Compressione di volatilità

Lunedì 18 agosto, come peraltro tipico dei lunedì, è stato povero di notizie.

Ad animare un po’ lo scenario avrebbe potuto contribuire l’incontro Zelensky-Trump-Europa: ma al mercato non sembra ancora interessare granché, almeno fino alla definizione di uno scenario più certo.

Di sicuro, quello che si sta facendo è preparare l’opinione pubblica internazionale occidentale al fatto che Putin ha vinto la guerra e che i confini, nel 2025, vengono di nuovo definiti con la potenza delle armi. Ma potrei sbagliarmi.

Nella giornata di martedì 19, il governatore Bowman, quello del taglio dei tassi presto anzi subito, parlerà per due volte (ci faranno apposta?): chissà che non spingerà un poco i mercati al rialzo.

La grande attesa dei mercati però è per il simposio di Jackson Hole, nel quale, venerdì 22 agosto parlerà Powell.

Si comprende come assenza di notizie e attesa di notizie abbia fatto sì che l’S&P500 abbia avuto una delle giornate meno volatili degli ultimi mesi con un range minimo-massimo nelle 23 ore di 28 punti.

Il dilemma di Powell

A dominare le discussioni di Jackson Hole sarà l’inflazione.

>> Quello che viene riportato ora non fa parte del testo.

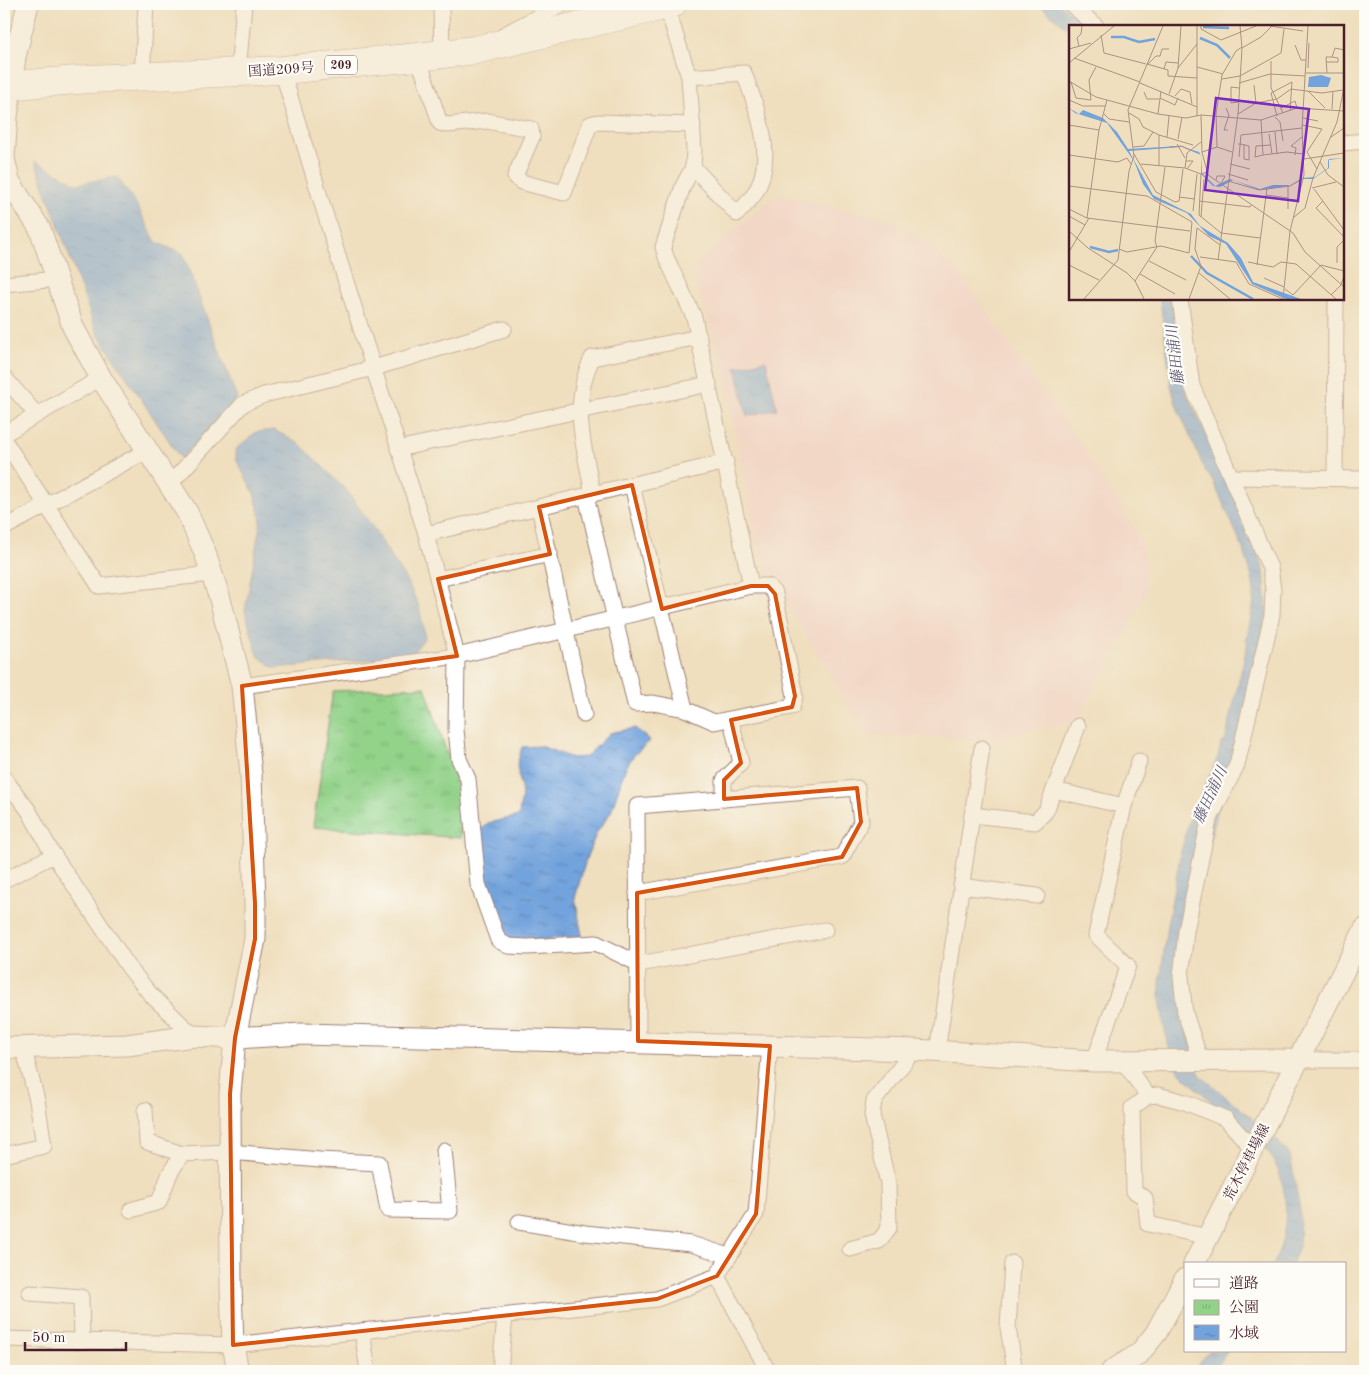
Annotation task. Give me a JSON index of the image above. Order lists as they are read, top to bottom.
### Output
{
  "streets": {
    "highway": ["209", "国道209号"],
    "street": ["荒木停車場線"]
  },
  "water": ["藤田浦川"],
  "legend": ["道路", "公園", "水域"],
  "scale_bar": "50 m"
}
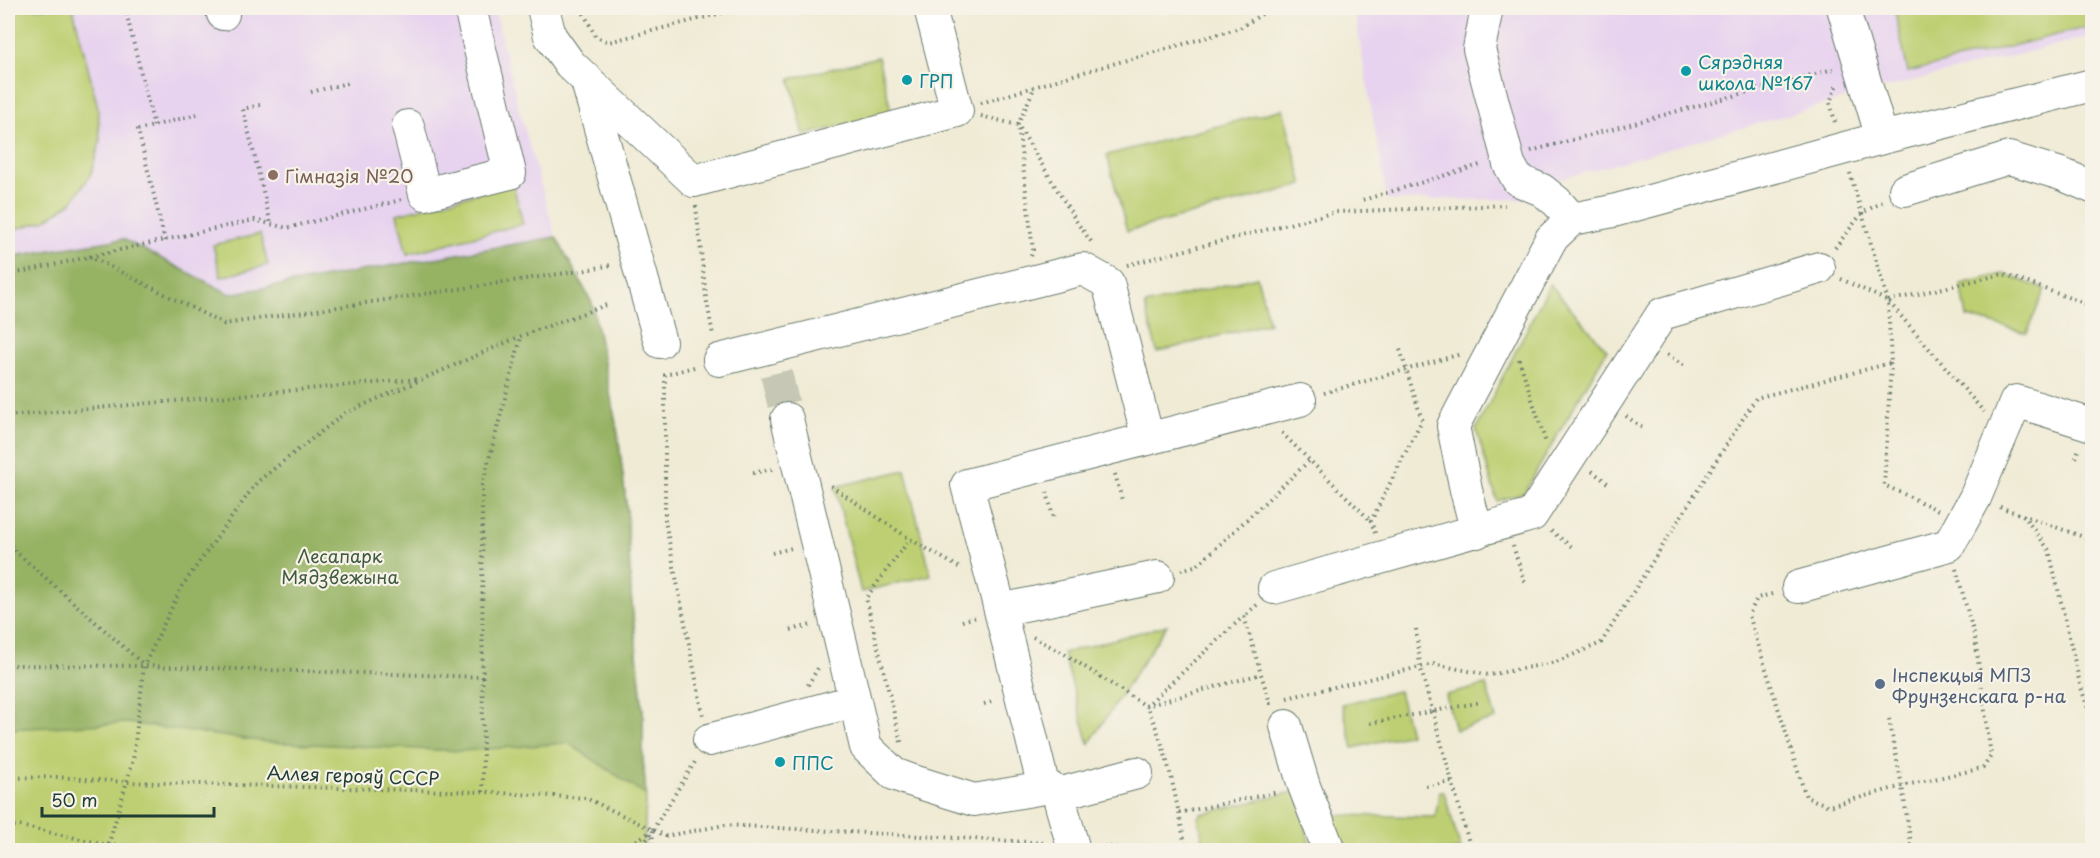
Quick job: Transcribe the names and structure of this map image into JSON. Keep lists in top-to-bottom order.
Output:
{
  "streets": {
    "path": ["Аллея герояў СССР"]
  },
  "parks": ["Лесапарк Мядзвежына"],
  "places": [
    "Сярэдняя школа №167",
    "ГРП",
    "Гімназія №20",
    "Інспекцыя МПЗ Фрунзенскага р-на",
    "ППС"
  ],
  "scale_bar": "50 m"
}
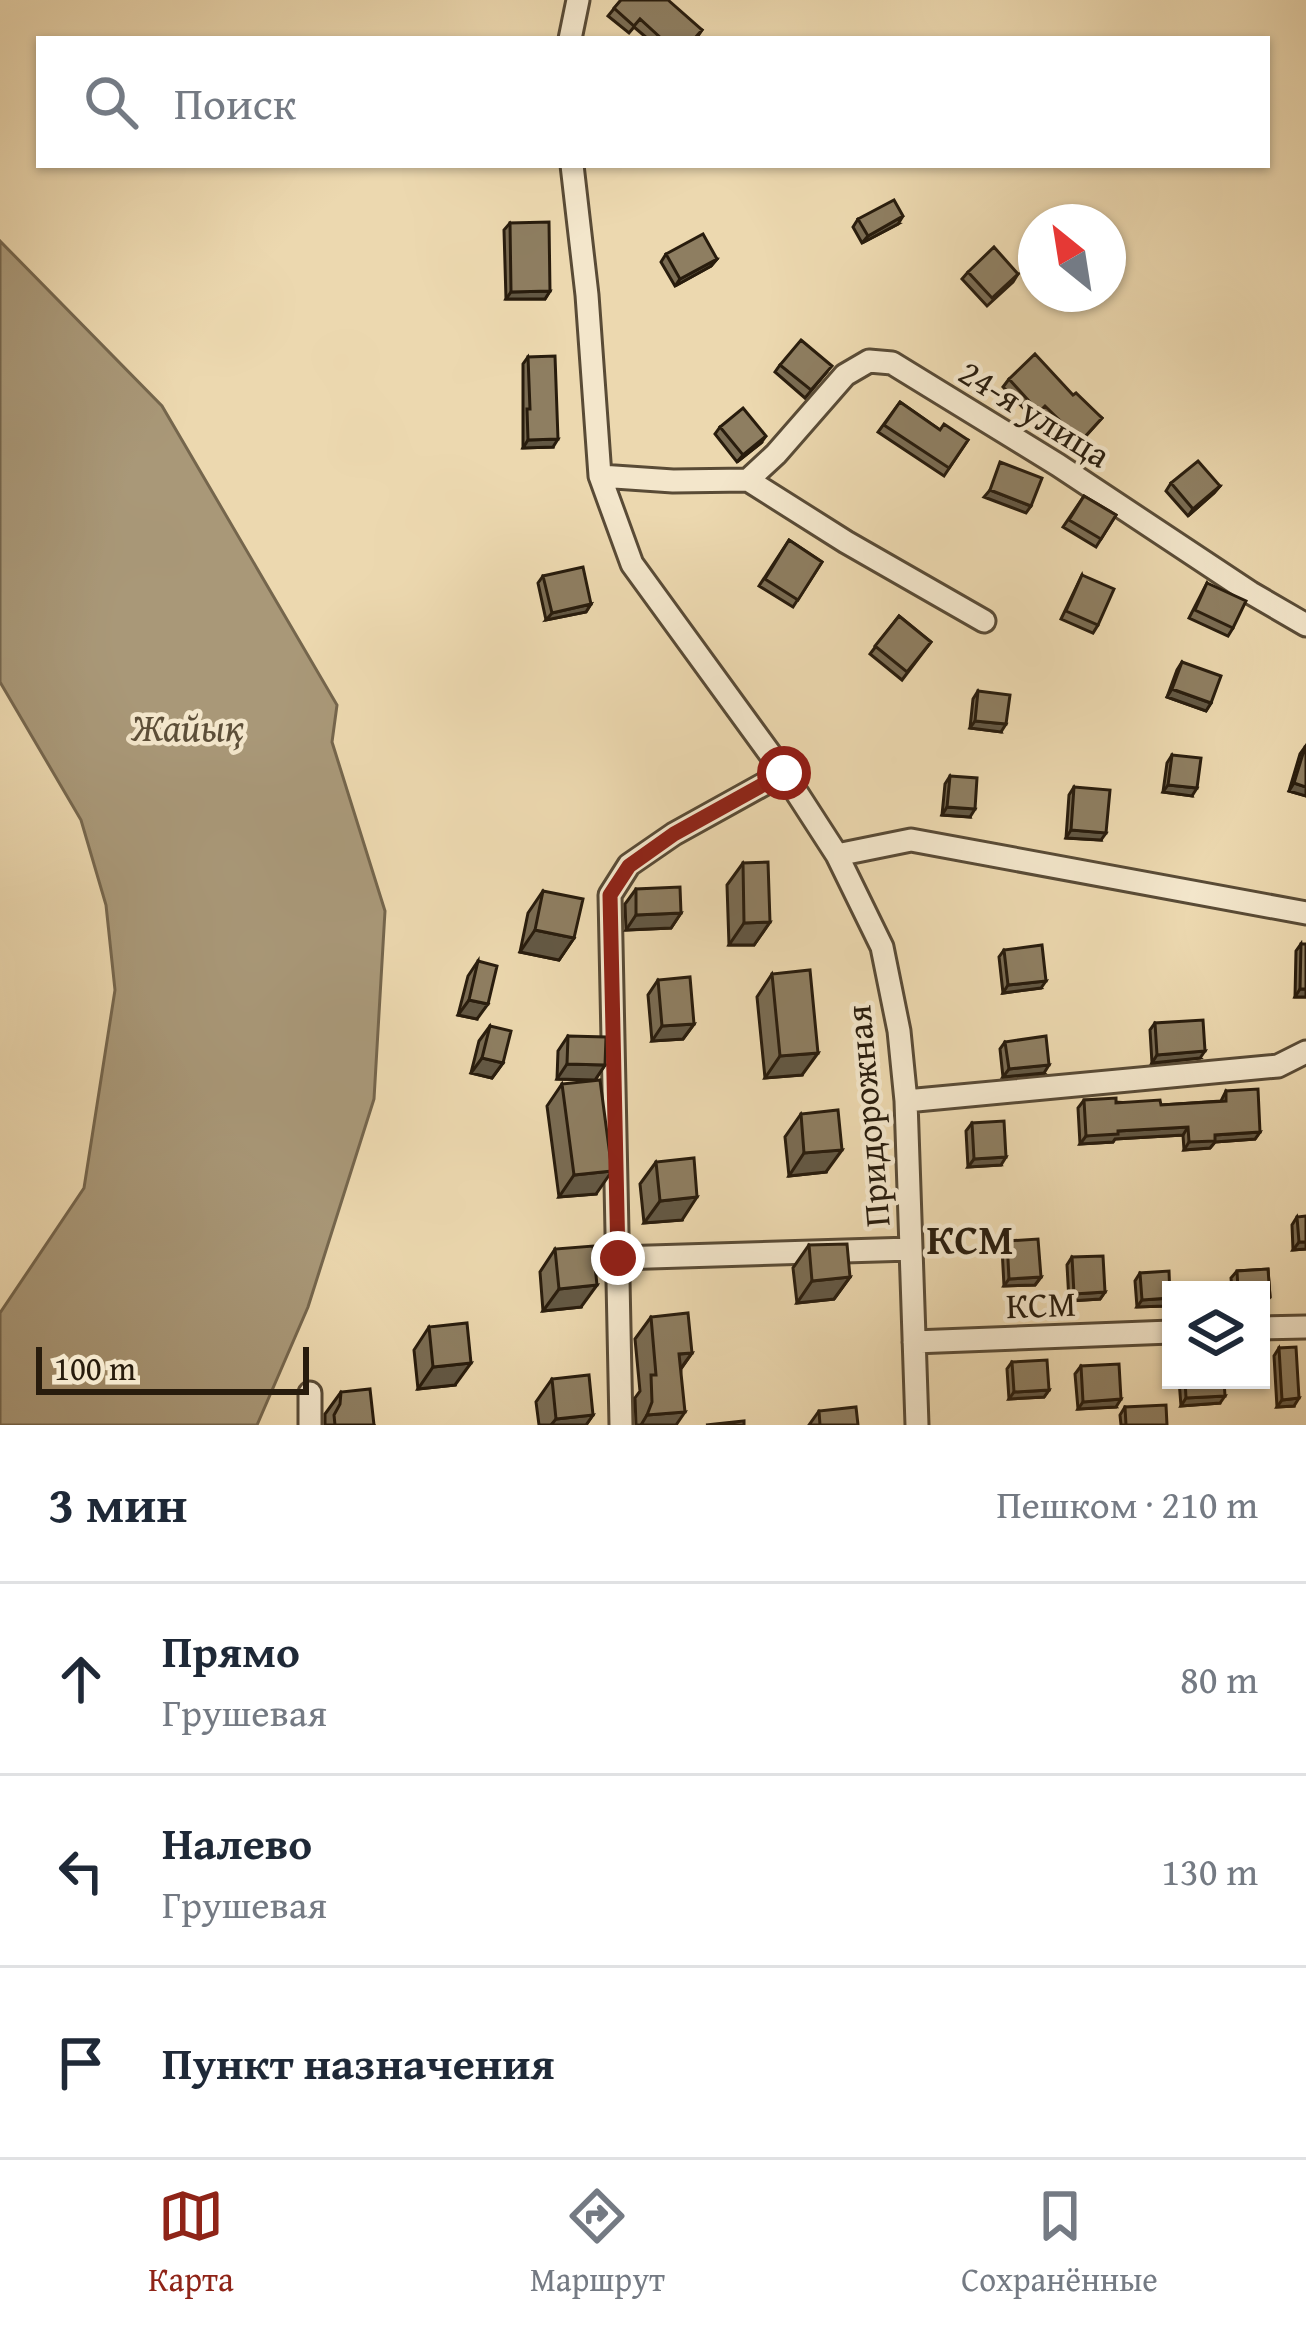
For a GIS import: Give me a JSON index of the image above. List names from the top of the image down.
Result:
{
  "streets": {
    "street": ["24-я улица", "Придорожная", "КСМ"]
  },
  "crossings": [
    ["Придорожная", "КСМ"]
  ],
  "districts": ["КСМ"],
  "water": ["Жайық"],
  "scale_bar": "100 m",
  "north": "top left",
  "page": {
    "search": "Поиск",
    "scale": "100 m",
    "heading": ["3 мин", "Пешком · 210 m"],
    "list": [
      ["Прямо", "Грушевая", "80 m"],
      ["Налево", "Грушевая", "130 m"],
      "Пункт назначения"
    ],
    "nav": ["Карта", "Маршрут", "Сохранённые"]
  }
}
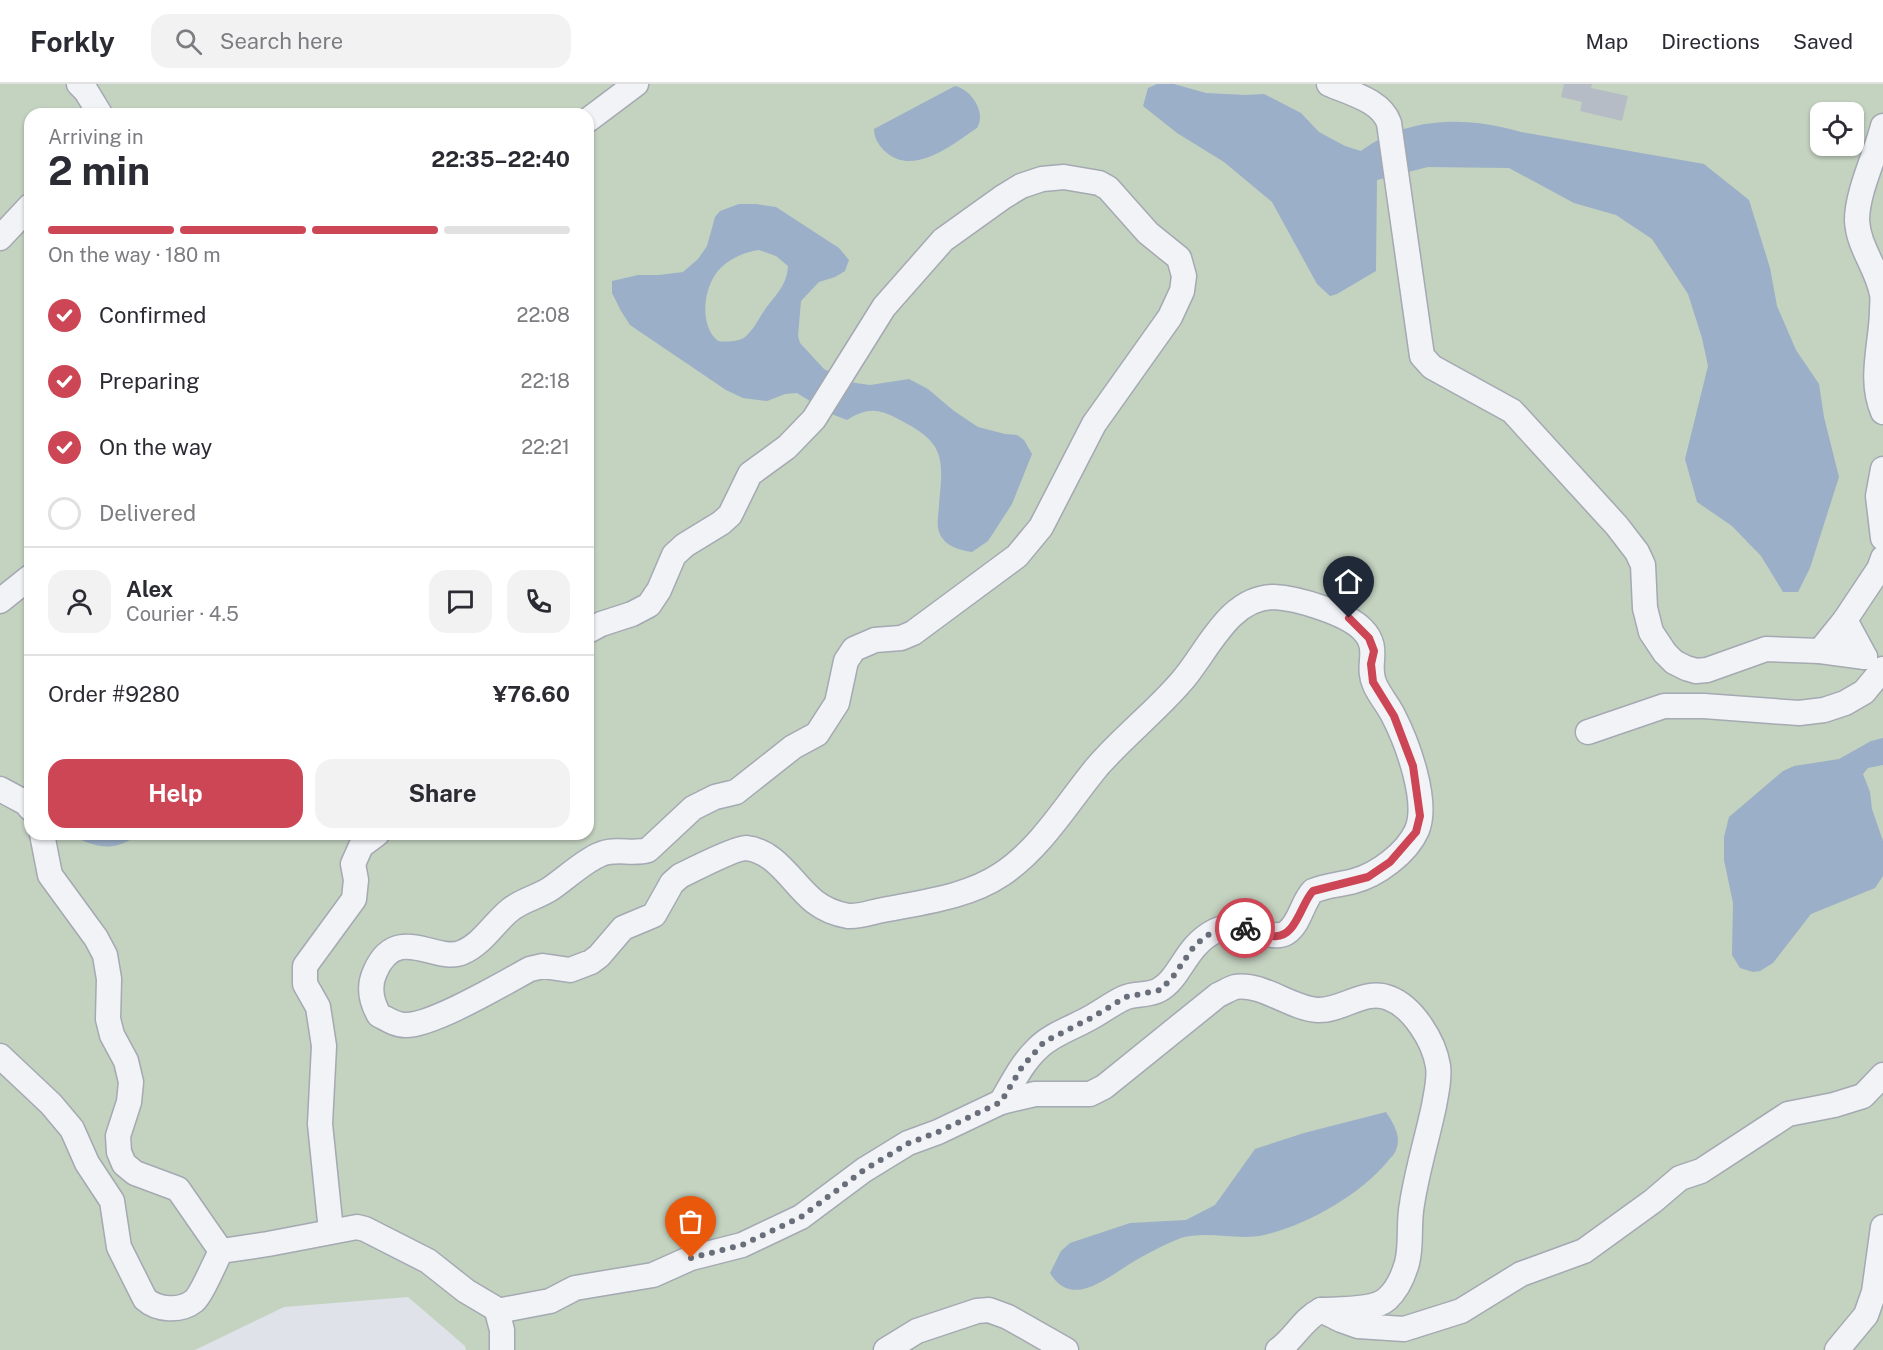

I dati di un CPI tranquillo e un PPI in impennata hanno dato un quadro tutt’altro che confortante.

Come diciamo da tempo, siamo d’accordo con coloro che ritengono l’inflazione tutt’altro che domata: e un rimbalzo dell’inflazione nei prossimi mesi ha una altissima probabilità di verificarsi.

Il mercato si attende un taglio dei tassi nella riunione del mese prossimo: ipotizzando che nelle valutazioni di Powell prevalgono (o finiranno col prevalere) alcuni dati di rallentamento dell’occupazione rispetto al tendenziale aumento dei prezzi.

Una scommessa che sembra sottoscritta da tutti: forse anche troppo rispetto alla realtà.

Confesso che se il 17 settembre la FED non taglierà i tassi sarei pienamente d’accordo con loro. Ma il mercato la prenderebbe molto male.

Il tasso di inflazione core, che esclude le componenti di cibo ed energia, è salita al 3.1% annuo, il livello più alto da febbraio.

Ed è uno dei punti di riferimento della FED.

A questo aggiungiamo che i prezzi alla produzione hanno avuto una accelerazione dello 0.9% mese su mese: l’incremento maggiore da tre anni a questa parte, ovvero da quando abbiamo cominciato a vedere le prime fiammate inflazionistiche serie, che porta il trend sull’anno al 3.3%.

Altro che inflazione sotto controllo, se teniamo a riferimento l’obiettivo FED del 2%.

Dazi e prezzi

Gli ottimisti a oltranza dicono che l’aumento dei prezzi alla produzione è il sintomo che non si voglia scaricare sui consumatori i costi dei dazi.

Ma chi ci crede? e per quanto tempo?

L’Università del Michigan (quei “comunisti”…) insiste a dire che le cose non vanno per niente bene.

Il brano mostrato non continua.